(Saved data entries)

────────────────

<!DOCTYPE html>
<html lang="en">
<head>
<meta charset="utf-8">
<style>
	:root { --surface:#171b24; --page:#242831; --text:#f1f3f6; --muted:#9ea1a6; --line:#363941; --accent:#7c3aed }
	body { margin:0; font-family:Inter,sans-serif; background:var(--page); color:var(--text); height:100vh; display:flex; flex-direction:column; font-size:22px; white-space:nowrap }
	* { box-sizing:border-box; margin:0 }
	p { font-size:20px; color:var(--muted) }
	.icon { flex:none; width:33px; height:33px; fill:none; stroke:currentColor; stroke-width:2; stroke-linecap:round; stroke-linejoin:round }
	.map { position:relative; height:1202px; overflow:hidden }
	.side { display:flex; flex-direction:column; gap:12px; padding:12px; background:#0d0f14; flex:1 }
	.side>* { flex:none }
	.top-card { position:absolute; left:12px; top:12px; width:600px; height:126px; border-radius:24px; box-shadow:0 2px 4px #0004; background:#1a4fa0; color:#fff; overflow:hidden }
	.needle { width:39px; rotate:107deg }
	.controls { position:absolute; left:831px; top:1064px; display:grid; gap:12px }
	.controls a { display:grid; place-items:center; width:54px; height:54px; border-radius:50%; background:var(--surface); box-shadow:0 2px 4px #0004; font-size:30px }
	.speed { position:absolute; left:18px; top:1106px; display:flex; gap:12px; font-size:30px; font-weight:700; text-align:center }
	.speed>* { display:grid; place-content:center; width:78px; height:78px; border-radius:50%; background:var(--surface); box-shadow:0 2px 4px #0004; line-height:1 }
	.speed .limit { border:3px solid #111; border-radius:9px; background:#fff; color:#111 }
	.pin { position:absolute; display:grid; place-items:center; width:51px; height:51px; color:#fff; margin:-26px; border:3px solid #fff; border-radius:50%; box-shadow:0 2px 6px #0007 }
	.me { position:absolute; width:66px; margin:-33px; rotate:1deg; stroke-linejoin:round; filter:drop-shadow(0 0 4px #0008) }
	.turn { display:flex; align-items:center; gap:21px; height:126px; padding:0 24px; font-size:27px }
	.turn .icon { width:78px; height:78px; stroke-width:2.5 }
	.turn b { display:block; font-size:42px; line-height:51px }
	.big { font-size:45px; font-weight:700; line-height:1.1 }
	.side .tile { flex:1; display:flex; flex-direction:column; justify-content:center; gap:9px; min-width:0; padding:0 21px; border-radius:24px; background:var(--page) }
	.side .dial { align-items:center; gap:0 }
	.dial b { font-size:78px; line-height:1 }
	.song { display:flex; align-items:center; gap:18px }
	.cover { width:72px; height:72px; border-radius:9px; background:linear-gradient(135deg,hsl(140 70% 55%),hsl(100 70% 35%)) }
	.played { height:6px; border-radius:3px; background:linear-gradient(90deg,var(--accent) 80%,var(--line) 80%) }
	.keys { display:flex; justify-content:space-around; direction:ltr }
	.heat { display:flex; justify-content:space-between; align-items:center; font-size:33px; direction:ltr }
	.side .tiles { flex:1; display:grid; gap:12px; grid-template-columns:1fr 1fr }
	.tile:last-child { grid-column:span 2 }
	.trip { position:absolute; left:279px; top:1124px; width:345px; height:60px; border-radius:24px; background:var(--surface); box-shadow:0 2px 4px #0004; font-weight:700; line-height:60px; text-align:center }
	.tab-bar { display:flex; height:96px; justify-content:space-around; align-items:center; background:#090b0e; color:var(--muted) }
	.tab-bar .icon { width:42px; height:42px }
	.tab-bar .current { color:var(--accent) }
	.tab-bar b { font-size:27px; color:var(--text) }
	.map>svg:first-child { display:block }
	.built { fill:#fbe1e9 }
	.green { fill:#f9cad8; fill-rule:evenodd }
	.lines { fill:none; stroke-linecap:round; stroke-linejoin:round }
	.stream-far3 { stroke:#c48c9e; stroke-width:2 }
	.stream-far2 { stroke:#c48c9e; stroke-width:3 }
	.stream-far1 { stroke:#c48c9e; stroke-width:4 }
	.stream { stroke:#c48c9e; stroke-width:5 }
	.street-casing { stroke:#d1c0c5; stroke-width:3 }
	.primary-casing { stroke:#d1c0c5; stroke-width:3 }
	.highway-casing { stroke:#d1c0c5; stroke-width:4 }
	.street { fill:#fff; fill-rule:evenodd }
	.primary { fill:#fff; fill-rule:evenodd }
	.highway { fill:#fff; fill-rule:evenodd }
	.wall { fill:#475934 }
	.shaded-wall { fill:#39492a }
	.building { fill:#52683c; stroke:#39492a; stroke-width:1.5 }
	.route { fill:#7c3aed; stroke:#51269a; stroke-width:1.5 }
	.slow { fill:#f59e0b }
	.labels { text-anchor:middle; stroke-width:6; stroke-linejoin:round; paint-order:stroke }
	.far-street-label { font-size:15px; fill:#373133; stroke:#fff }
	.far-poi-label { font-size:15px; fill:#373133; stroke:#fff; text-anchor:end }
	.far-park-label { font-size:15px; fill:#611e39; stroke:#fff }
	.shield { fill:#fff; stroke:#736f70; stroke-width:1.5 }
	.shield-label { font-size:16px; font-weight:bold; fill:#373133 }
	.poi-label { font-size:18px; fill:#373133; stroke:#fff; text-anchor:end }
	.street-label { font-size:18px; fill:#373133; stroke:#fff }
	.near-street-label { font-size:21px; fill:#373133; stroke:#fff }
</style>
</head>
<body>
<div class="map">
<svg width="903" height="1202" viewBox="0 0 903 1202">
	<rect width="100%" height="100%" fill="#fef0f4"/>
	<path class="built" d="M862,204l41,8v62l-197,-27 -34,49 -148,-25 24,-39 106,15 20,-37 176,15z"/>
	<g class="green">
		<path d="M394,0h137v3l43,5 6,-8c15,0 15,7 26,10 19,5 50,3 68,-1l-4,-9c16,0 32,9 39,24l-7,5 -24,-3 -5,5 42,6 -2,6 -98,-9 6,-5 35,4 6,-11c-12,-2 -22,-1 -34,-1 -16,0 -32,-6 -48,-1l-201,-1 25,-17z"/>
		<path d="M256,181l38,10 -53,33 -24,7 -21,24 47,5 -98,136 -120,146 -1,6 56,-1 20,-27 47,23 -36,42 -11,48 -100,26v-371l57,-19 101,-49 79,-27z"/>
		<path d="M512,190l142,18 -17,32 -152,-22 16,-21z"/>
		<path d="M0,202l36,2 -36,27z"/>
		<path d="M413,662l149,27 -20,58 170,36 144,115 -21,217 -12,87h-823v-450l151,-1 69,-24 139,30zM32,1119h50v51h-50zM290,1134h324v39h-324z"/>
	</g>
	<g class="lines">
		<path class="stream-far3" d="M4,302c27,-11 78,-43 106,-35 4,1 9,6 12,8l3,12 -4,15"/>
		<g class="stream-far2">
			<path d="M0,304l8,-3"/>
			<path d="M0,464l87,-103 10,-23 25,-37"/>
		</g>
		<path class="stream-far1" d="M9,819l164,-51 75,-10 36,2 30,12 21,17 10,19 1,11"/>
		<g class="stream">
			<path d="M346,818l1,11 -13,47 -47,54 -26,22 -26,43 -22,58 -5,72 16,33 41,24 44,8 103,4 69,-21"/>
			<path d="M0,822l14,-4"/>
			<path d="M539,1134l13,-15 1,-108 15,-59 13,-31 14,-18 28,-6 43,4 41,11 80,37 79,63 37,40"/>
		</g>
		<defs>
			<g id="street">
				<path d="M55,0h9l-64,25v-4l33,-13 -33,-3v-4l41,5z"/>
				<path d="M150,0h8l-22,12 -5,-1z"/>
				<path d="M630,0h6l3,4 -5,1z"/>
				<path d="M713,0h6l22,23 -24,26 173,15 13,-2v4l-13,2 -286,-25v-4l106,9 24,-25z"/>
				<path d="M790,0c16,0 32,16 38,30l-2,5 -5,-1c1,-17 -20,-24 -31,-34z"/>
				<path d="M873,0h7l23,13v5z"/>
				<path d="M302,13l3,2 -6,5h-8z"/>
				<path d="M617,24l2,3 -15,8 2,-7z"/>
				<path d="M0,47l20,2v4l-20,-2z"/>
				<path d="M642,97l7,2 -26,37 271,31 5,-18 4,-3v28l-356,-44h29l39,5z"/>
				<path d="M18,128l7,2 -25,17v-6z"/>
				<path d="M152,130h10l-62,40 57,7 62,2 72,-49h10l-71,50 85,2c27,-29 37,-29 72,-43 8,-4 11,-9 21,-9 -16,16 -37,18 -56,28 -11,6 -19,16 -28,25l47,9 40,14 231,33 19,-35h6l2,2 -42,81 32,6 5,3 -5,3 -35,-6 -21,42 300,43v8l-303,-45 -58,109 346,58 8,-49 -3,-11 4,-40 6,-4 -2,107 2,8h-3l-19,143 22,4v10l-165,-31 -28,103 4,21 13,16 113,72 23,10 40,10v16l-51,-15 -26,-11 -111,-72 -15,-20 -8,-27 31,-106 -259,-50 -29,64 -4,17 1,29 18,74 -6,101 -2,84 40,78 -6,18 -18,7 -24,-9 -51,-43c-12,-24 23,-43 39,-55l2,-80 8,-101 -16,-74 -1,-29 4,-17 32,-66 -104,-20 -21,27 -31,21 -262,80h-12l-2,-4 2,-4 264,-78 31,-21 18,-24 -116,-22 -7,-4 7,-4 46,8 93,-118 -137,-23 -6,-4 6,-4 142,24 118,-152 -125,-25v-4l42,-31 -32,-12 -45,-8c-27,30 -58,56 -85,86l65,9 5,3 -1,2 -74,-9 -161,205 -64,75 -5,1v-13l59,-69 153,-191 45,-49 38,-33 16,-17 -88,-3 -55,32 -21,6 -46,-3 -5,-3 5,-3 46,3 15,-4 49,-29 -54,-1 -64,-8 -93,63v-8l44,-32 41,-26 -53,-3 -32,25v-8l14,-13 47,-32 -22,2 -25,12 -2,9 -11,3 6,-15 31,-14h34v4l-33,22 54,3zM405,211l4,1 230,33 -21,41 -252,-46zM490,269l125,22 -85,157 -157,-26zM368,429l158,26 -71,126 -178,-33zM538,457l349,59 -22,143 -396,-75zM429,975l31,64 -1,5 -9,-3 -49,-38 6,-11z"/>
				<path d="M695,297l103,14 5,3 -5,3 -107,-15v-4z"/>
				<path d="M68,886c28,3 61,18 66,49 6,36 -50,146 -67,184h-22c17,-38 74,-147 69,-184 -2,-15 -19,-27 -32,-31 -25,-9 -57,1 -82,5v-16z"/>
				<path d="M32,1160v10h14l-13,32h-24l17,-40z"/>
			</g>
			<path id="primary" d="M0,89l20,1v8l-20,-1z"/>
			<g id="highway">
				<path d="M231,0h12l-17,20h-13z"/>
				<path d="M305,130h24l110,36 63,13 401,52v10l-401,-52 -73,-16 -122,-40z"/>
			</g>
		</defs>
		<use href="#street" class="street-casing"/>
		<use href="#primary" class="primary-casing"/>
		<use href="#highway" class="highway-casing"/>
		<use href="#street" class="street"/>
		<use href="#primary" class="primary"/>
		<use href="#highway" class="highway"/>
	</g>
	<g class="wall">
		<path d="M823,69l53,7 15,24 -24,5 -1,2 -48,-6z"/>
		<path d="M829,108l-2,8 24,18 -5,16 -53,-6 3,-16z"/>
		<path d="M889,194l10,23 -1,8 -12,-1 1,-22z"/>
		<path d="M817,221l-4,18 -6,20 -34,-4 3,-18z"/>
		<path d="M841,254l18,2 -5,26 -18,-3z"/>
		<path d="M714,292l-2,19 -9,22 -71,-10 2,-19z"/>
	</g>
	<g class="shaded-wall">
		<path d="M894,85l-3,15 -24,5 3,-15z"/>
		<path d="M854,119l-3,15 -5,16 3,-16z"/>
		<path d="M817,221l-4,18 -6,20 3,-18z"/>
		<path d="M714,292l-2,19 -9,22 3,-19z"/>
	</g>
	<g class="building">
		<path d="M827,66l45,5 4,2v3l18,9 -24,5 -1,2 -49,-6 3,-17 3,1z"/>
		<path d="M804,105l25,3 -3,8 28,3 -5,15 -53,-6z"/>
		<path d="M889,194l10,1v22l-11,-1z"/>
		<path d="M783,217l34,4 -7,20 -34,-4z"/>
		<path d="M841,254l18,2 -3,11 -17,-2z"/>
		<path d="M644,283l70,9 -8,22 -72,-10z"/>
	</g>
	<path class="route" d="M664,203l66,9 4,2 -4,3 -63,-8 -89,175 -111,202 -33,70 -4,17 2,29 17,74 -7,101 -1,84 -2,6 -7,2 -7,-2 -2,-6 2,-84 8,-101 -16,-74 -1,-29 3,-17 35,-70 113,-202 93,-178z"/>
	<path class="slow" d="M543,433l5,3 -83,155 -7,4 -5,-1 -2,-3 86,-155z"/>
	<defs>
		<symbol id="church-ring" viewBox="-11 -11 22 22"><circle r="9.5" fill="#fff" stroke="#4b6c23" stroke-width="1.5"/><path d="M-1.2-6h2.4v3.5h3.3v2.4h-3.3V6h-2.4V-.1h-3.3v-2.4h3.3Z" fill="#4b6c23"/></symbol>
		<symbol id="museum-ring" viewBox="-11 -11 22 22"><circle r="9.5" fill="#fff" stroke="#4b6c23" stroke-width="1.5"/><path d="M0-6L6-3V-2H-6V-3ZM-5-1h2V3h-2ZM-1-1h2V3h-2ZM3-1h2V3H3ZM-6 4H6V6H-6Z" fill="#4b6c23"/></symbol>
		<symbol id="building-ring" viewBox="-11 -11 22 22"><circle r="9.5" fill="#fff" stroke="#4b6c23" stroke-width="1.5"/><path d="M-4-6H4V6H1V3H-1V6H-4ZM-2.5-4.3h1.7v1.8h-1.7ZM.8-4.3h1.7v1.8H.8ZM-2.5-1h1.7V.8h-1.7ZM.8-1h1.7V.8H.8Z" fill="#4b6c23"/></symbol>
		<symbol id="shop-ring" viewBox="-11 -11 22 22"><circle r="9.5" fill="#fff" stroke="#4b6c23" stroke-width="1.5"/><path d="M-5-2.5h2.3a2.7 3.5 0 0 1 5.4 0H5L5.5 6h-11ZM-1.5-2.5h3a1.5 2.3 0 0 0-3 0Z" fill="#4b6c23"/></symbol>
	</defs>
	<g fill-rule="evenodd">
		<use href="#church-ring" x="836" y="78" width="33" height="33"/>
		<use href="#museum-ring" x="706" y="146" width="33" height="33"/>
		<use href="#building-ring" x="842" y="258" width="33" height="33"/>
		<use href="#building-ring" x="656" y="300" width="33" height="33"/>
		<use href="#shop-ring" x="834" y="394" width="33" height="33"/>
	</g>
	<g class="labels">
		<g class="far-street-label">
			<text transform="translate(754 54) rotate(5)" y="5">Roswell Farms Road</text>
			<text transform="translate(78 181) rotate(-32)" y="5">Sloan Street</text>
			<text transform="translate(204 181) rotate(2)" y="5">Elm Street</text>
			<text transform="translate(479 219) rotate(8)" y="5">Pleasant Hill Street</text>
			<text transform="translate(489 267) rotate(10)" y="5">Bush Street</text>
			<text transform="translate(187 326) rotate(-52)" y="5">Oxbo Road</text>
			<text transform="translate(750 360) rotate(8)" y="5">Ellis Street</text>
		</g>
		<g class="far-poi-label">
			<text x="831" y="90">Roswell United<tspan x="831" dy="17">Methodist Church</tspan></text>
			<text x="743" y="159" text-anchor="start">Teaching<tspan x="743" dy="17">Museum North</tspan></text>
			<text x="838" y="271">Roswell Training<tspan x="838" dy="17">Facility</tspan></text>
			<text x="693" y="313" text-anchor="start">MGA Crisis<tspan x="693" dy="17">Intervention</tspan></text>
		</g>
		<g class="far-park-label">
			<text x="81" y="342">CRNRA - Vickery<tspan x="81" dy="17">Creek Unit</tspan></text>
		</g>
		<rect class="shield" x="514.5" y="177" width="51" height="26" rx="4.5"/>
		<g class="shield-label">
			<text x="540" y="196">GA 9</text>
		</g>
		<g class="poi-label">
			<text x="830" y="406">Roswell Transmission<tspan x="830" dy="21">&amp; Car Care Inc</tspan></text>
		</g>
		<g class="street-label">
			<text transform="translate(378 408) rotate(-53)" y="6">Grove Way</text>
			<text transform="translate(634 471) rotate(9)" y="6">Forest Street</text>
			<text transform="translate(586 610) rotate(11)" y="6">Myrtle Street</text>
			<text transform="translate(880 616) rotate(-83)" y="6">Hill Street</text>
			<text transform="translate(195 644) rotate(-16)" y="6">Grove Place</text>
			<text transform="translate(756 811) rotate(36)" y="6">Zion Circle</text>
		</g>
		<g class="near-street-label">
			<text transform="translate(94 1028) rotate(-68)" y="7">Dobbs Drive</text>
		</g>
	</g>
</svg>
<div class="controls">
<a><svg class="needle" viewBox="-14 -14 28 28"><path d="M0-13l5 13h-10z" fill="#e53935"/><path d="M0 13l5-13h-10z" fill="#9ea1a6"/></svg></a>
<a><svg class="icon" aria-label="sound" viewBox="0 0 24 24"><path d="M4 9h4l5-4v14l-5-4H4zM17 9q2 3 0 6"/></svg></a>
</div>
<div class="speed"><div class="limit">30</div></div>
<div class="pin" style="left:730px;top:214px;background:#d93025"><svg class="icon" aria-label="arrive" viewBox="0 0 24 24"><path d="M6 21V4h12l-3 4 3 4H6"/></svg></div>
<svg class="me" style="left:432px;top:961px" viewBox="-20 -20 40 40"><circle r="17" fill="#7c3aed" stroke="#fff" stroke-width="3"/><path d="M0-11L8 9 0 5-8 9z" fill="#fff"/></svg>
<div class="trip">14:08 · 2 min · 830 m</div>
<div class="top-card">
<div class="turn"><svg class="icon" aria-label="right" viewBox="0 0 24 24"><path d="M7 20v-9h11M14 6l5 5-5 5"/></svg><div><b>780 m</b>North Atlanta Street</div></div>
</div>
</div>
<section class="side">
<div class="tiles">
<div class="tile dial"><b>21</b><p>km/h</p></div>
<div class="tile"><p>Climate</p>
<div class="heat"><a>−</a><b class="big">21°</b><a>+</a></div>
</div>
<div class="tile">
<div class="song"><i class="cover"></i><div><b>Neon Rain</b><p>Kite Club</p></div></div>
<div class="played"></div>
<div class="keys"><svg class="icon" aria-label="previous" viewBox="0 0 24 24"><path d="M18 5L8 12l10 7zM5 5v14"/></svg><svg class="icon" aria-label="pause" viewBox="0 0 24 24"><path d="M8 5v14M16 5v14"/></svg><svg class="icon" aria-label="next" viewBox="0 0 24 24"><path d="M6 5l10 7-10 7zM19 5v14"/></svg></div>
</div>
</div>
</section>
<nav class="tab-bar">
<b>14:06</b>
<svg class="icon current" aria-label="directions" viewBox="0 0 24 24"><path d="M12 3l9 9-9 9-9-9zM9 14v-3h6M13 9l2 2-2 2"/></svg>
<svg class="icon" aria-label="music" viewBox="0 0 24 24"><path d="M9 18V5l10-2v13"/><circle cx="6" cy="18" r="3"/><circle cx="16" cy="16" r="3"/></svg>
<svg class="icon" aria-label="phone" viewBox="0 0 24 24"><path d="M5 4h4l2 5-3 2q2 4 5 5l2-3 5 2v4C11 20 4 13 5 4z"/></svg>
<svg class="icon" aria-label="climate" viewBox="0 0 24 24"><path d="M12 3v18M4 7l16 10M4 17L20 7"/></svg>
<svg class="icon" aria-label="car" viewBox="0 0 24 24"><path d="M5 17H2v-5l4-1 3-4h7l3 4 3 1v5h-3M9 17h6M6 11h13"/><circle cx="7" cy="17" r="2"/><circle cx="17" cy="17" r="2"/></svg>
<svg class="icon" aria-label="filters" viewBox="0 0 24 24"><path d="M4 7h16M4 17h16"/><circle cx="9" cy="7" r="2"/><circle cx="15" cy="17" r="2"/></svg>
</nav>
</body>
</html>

────────────────

Look over the entries for "controls", then copy every line that includes that string.

	.controls { position:absolute; left:831px; top:1064px; display:grid; gap:12px }
	.controls a { display:grid; place-items:center; width:54px; height:54px; border-radius:50%; background:var(--surface); box-shadow:0 2px 4px #0004; font-size:30px }
<div class="controls">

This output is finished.